Кто-то невпопад затянул сговорную:

А у нас нынче незнакомый гость побывал,
У порога он весь вечер простоял…

— Отставить! — остановил певцов прасол. — Нынче наша гульба, а завтра для молодых. Ребята, на ярмарку! — гикнул, Осип Васильевич и, подойдя к окну, работнику:

— Иван, запрягай планкарду![25] Живо!

Шаров сдержанно и корректно поклонился жене Коротькова, обнимая жадным взглядом ее статную фигуру, — предложил:

— Не хотите ли прокатиться на «Казачке»-с? В два тура, Да-с! До кордона и обратно. Не угодно-ли? Господин пристав, мой корабль к вашим услугам.

— Я с удовольствием, — вскочил помощник пристава и чуть не упал, но во-время придержался за чье-то плечо.

Веселая Коротчиха переглянулась с молодой соседкой, кивнула на мужа.

Тот, сильно захмелев, клюя носом, сидел в углу, готовый свалиться.

— Прошу, мадам, — обратился к жене Коротькова Шаров, с трудом попадая белой рукой в перчатку.

— А мы — на ярмарку! Ося… Осип Васильевич! Сукин ты сын! Идоляка, подожди! — взвыл Сидорка и, ковыляя сухопарыми ногами, ринулся вслед за Полякиным на веранду.

У крыльца кусал удила застоявшийся жеребец, заботливо выхоленный прасолом специально для лихих праздничных выездов.

Легонькую, щеголеватую линейку рысак вынес за ворота, словно перышко. Играя резвой иноходью, мигом промчал, по празднично гудевшим улицам.

На ярмарку вкатили с гиканьем, с гармонным ревом.

Толпа шарахалась в стороны, полицейские пробовали поймать лошадь под уздцы, но, узнав прасола, махали рукой.

— Не сворачивай! — вопил Полякин, выхватывая у работника кнут и правя прямо на толпу.

Встав на линейке во весь рост, он подстегнул жеребчика, наезжая на гончара, разложившего у самой дороги горшки и глиняные свистульки.

— Куды тебе, лиху годыну, несе! — только и успел выкрикнуть гончар.

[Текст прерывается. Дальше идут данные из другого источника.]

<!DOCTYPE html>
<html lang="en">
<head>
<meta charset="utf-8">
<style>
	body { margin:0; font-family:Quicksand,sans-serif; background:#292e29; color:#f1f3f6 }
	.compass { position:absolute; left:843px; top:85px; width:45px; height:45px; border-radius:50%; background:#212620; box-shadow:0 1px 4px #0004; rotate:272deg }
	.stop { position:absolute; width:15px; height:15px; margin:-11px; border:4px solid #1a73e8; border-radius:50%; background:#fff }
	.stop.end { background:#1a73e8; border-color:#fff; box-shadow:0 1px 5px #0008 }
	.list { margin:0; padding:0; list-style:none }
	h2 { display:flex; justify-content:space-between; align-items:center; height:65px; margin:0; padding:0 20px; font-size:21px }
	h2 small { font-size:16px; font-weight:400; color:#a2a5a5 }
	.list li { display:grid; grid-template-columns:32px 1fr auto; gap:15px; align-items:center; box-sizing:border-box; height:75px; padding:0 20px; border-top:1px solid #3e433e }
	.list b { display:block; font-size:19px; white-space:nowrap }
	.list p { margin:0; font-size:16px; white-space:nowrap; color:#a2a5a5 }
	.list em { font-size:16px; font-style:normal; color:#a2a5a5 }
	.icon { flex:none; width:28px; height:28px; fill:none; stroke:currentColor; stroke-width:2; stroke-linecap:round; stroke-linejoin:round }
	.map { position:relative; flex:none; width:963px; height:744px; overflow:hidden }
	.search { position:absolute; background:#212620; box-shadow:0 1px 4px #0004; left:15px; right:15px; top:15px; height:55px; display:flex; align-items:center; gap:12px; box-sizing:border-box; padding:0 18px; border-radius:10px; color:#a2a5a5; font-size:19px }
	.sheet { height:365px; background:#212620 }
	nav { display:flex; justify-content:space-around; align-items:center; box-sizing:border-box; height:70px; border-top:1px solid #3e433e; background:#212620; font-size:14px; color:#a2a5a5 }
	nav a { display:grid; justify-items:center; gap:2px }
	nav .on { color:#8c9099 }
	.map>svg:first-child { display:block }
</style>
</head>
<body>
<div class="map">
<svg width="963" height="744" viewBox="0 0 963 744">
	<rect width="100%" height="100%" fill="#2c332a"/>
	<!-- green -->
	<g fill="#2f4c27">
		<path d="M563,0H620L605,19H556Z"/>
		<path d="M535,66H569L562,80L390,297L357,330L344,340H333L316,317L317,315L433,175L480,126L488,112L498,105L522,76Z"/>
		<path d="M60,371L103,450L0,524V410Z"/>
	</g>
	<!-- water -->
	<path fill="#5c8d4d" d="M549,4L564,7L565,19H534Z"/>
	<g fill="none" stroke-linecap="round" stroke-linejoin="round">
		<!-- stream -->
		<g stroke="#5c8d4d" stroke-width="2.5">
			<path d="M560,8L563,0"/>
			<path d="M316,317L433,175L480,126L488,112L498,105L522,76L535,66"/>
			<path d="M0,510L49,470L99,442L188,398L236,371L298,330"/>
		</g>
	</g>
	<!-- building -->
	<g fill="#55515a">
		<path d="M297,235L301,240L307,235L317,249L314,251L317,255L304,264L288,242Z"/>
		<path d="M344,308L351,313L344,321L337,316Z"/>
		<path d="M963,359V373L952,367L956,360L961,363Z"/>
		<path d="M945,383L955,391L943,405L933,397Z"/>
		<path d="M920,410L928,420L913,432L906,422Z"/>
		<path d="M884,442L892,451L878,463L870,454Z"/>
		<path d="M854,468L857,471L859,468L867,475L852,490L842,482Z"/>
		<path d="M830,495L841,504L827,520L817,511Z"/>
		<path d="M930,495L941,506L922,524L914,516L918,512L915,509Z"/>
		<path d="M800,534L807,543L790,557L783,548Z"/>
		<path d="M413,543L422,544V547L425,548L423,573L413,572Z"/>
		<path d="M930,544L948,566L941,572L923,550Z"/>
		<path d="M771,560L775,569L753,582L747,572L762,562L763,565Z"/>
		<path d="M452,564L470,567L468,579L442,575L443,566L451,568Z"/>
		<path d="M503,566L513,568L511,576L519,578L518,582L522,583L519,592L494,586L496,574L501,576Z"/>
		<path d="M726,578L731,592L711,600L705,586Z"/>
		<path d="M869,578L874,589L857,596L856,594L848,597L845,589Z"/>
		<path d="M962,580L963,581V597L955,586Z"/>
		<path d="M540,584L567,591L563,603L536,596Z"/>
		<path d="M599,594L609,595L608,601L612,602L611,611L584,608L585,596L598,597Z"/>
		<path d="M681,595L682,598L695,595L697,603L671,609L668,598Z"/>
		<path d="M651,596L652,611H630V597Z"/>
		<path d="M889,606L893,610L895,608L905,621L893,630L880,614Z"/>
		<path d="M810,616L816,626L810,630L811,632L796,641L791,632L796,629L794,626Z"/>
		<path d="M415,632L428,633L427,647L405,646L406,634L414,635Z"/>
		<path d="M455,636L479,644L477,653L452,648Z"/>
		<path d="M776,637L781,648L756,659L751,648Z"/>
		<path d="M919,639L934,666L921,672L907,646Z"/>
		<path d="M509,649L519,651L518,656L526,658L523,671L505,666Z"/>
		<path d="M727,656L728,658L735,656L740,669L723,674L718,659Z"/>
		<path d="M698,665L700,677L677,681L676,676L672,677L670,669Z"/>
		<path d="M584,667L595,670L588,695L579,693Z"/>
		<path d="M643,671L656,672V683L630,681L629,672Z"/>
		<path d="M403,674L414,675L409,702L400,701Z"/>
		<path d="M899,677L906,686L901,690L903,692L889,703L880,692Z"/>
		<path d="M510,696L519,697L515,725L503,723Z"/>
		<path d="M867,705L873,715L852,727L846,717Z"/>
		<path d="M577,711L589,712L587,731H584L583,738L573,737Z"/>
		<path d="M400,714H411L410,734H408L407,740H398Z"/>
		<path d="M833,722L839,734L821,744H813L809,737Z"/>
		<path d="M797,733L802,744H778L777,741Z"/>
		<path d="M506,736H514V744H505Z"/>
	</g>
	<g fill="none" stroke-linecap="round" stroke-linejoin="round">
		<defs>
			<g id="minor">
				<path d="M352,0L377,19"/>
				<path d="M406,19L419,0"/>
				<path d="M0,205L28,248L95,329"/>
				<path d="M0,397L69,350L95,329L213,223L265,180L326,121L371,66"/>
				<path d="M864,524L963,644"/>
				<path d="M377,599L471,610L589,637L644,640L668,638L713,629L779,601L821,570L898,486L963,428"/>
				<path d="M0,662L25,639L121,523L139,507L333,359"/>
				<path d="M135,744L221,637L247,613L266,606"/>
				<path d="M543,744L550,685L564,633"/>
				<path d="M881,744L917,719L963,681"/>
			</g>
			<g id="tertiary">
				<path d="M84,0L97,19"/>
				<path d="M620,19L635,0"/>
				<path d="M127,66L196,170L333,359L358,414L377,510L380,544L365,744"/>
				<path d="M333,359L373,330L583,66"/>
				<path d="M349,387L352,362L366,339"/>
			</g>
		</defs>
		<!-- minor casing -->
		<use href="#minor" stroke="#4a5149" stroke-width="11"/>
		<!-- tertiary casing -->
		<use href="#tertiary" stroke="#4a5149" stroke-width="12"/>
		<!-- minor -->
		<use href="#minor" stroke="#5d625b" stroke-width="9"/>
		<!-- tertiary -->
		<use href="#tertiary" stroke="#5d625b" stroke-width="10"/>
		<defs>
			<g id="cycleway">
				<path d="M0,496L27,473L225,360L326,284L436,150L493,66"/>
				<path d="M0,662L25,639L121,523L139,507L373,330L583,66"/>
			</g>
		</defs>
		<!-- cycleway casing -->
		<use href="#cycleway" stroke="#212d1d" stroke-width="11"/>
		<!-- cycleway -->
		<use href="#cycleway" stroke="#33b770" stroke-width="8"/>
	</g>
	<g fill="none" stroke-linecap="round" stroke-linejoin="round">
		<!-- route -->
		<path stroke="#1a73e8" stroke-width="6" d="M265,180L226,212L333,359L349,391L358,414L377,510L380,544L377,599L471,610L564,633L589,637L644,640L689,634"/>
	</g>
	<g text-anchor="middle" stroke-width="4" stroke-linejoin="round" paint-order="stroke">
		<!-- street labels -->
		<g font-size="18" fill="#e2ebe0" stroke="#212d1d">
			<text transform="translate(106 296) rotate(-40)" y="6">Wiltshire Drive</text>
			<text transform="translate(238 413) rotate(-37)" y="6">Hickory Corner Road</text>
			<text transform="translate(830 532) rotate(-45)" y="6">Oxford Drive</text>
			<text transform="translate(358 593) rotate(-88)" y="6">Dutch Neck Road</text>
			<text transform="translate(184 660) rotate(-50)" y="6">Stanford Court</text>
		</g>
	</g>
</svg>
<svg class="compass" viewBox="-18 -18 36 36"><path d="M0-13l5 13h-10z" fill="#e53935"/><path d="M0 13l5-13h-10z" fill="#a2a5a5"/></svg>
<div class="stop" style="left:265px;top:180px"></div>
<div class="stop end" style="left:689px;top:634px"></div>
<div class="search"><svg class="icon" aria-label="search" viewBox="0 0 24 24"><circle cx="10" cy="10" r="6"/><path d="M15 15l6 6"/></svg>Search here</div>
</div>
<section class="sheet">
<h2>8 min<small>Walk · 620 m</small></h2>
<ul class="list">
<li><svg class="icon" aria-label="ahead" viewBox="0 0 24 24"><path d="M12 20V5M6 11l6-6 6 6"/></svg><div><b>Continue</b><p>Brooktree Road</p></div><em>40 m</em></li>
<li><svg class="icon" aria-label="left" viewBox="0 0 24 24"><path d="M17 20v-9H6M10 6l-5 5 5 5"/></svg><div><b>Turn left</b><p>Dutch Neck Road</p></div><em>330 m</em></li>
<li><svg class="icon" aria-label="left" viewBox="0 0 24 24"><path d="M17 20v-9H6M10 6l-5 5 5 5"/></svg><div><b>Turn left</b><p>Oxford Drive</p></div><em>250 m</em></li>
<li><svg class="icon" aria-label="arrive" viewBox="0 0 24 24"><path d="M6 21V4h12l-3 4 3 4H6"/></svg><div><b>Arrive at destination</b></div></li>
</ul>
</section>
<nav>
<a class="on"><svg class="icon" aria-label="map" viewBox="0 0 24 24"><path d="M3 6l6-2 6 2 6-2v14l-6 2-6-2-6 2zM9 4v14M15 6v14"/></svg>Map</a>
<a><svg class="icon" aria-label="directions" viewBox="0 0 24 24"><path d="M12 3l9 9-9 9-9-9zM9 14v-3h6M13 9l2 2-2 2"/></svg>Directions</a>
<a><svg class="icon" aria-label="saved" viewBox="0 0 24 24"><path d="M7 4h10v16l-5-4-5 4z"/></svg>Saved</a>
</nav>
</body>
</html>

Линейка с хряском ввалилась на гору горшков, оставив после себя груду черепков, покатила дальше.

Толпа захохотала.

— Ой, боже ж мий, да що ж це таке! — взмолился гончар и вдруг заорал благим матом: — Полицейска-а-а-ай!

— Молчи, мазница, а то еще раз прокатимся, — кричал издали Сидорка.

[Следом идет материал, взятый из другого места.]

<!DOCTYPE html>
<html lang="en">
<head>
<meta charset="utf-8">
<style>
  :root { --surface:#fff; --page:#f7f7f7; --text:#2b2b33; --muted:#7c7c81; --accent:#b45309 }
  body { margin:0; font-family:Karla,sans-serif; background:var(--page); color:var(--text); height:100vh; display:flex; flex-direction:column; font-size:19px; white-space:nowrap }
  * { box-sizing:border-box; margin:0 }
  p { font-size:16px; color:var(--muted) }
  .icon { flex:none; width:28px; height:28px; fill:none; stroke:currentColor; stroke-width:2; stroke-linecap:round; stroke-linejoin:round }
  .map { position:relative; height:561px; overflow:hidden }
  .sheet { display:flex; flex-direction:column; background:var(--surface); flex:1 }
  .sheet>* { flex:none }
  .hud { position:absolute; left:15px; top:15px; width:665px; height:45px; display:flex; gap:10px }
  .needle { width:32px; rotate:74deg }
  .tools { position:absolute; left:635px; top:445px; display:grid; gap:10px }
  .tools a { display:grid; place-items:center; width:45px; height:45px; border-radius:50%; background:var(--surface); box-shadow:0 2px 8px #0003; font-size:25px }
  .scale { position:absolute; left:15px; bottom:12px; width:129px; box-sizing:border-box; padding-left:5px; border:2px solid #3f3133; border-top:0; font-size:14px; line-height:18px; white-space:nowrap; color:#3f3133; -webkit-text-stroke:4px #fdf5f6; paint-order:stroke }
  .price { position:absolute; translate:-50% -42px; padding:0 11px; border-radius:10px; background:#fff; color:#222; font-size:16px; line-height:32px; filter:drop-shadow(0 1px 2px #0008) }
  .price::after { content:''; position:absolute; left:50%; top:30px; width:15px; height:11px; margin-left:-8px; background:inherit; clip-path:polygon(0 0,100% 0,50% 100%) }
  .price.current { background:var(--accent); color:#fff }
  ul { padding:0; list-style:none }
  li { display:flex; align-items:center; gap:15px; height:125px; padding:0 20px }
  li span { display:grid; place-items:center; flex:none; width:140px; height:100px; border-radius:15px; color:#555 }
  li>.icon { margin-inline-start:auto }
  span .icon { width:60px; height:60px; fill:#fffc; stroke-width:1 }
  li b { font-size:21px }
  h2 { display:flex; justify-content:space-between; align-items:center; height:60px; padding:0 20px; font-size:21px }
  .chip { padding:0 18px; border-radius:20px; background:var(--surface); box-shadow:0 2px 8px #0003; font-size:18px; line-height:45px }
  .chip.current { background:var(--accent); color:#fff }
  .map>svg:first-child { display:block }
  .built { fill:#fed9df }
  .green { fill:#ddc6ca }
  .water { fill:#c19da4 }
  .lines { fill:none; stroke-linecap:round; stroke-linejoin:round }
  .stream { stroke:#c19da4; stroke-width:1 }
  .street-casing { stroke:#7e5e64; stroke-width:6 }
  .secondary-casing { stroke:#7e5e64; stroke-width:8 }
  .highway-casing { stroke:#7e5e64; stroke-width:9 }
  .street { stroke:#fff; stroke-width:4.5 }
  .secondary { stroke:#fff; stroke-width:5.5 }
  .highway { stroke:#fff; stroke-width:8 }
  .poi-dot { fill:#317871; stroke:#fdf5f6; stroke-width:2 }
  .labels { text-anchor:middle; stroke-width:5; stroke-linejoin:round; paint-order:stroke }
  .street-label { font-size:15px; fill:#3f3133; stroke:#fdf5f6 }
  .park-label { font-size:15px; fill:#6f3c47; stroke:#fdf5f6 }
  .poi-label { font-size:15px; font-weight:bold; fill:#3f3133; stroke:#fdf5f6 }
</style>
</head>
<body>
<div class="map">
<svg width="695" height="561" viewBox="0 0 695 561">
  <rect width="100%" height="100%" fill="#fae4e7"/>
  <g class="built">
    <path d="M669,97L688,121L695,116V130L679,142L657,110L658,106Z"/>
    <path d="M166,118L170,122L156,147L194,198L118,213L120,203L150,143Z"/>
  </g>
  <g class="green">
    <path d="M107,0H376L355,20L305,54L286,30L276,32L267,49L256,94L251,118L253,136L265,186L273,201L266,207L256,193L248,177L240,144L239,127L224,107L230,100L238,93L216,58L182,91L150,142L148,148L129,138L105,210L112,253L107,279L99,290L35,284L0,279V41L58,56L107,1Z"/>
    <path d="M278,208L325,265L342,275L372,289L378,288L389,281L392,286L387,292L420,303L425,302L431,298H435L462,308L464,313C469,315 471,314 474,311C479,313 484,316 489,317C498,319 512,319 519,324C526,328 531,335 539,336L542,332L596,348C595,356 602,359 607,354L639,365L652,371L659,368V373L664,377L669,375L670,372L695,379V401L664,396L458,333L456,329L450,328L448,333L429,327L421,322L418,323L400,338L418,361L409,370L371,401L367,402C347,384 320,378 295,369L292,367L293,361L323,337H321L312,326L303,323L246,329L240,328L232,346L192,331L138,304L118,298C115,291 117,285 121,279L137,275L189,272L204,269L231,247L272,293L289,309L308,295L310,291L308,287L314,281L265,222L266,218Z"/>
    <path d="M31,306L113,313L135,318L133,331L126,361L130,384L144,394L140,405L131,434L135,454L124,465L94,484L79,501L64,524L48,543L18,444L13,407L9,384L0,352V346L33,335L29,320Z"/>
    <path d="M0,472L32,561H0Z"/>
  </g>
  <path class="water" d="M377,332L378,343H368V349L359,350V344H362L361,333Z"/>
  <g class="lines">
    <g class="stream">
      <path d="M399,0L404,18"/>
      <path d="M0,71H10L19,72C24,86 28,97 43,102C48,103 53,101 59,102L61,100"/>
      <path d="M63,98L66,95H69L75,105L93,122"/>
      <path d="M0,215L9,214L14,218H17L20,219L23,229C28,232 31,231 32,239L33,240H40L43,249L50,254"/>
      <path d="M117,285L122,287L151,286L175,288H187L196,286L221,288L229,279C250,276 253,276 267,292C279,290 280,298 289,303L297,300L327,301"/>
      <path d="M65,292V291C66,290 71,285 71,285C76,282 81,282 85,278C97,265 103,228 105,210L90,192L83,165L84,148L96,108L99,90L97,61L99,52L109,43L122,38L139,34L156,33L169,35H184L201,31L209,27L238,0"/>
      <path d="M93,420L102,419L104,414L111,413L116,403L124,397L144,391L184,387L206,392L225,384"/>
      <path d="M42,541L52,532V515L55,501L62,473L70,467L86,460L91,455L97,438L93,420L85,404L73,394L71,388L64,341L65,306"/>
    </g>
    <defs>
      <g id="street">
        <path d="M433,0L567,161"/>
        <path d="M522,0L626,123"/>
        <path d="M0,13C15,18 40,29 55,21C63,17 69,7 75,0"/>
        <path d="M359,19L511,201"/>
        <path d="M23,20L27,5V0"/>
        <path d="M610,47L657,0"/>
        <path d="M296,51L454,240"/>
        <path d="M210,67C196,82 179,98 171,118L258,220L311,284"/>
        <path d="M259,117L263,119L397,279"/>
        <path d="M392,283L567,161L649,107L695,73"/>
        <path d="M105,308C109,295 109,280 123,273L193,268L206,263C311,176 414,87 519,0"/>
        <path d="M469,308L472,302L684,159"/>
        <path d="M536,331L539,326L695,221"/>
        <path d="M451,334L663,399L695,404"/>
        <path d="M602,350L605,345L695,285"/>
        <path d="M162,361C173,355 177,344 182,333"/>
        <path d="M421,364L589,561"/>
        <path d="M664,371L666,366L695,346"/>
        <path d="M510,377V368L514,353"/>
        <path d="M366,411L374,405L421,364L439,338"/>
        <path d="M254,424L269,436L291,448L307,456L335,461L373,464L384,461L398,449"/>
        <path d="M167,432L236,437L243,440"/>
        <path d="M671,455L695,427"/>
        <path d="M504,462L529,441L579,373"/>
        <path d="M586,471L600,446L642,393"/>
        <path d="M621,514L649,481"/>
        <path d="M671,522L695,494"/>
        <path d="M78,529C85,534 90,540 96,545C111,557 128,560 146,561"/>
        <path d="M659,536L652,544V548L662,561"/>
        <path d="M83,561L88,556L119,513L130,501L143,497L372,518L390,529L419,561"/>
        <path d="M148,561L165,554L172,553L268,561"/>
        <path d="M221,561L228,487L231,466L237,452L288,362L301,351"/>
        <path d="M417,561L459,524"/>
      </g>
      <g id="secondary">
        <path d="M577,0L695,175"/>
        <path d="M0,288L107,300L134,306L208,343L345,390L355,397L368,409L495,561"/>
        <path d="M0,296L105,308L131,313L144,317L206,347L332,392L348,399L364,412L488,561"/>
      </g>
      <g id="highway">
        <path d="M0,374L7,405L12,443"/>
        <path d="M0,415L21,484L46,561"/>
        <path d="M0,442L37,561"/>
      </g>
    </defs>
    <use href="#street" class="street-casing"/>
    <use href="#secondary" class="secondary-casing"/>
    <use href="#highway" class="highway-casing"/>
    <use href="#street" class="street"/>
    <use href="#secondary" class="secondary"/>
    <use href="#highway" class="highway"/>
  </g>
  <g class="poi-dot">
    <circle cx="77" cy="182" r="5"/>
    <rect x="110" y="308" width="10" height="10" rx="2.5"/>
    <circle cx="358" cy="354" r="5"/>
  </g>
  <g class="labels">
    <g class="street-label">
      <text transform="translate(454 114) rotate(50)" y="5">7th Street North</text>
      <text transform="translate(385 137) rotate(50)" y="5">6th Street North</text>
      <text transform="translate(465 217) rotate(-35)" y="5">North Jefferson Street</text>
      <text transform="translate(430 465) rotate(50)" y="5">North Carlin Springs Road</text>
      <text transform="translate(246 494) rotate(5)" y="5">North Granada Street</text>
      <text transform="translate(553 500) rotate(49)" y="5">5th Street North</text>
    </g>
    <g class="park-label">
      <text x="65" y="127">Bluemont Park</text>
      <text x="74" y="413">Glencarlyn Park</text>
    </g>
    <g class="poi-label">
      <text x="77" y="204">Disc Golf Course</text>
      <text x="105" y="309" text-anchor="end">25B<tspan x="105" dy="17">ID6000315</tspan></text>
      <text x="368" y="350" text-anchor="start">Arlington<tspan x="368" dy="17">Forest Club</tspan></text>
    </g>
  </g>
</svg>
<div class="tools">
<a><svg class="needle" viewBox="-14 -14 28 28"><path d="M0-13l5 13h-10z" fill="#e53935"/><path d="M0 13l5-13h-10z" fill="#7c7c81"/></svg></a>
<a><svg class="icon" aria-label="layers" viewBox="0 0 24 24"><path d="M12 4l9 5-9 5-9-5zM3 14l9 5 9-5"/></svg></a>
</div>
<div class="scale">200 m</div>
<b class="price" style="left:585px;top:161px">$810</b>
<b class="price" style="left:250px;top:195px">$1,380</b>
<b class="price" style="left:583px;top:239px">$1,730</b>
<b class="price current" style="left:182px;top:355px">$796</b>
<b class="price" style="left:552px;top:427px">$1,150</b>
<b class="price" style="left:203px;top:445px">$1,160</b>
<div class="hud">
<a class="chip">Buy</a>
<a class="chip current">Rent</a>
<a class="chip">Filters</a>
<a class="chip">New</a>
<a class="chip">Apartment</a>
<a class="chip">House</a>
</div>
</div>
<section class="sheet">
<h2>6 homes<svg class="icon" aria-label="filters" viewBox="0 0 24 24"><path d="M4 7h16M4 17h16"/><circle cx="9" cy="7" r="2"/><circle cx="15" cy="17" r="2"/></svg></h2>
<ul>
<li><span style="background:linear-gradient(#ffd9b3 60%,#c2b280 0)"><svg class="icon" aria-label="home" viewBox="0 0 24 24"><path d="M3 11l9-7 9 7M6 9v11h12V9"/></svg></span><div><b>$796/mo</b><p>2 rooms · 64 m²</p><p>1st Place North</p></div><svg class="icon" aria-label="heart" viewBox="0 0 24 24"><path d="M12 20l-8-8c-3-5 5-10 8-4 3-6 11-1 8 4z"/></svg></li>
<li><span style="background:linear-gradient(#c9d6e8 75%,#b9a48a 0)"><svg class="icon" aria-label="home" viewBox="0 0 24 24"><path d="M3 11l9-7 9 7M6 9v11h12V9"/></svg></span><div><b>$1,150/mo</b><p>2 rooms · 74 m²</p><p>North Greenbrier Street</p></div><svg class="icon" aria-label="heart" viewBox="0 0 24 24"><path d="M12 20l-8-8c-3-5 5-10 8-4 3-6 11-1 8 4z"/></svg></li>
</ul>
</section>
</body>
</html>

Линейка подкатила к самой богатой палатке. Прасолы выпили горького, нагретого солнцем пива, заказали музыкантам — армянам с большого села Чалтыря — сыграть на зурнах.

Тоскливо, как оводы в знойный день, зудели зурны, глухо, как в пустую бочку, бил барабан, в обнимку прыгали распалившиеся прасолы.

Осип Васильевич кричал, еле держась на ногах:

— Иван, кати да коников! Гони жеребца! Эх-ма!

Облепленная людьми, в пестром цветении ярких нарядов карусель. Качающийся свет фонарей дробится в искристых фестонах стекляруса, в расшитой золотой нитью-парче. Тонкоголосо повизгивает шарманка.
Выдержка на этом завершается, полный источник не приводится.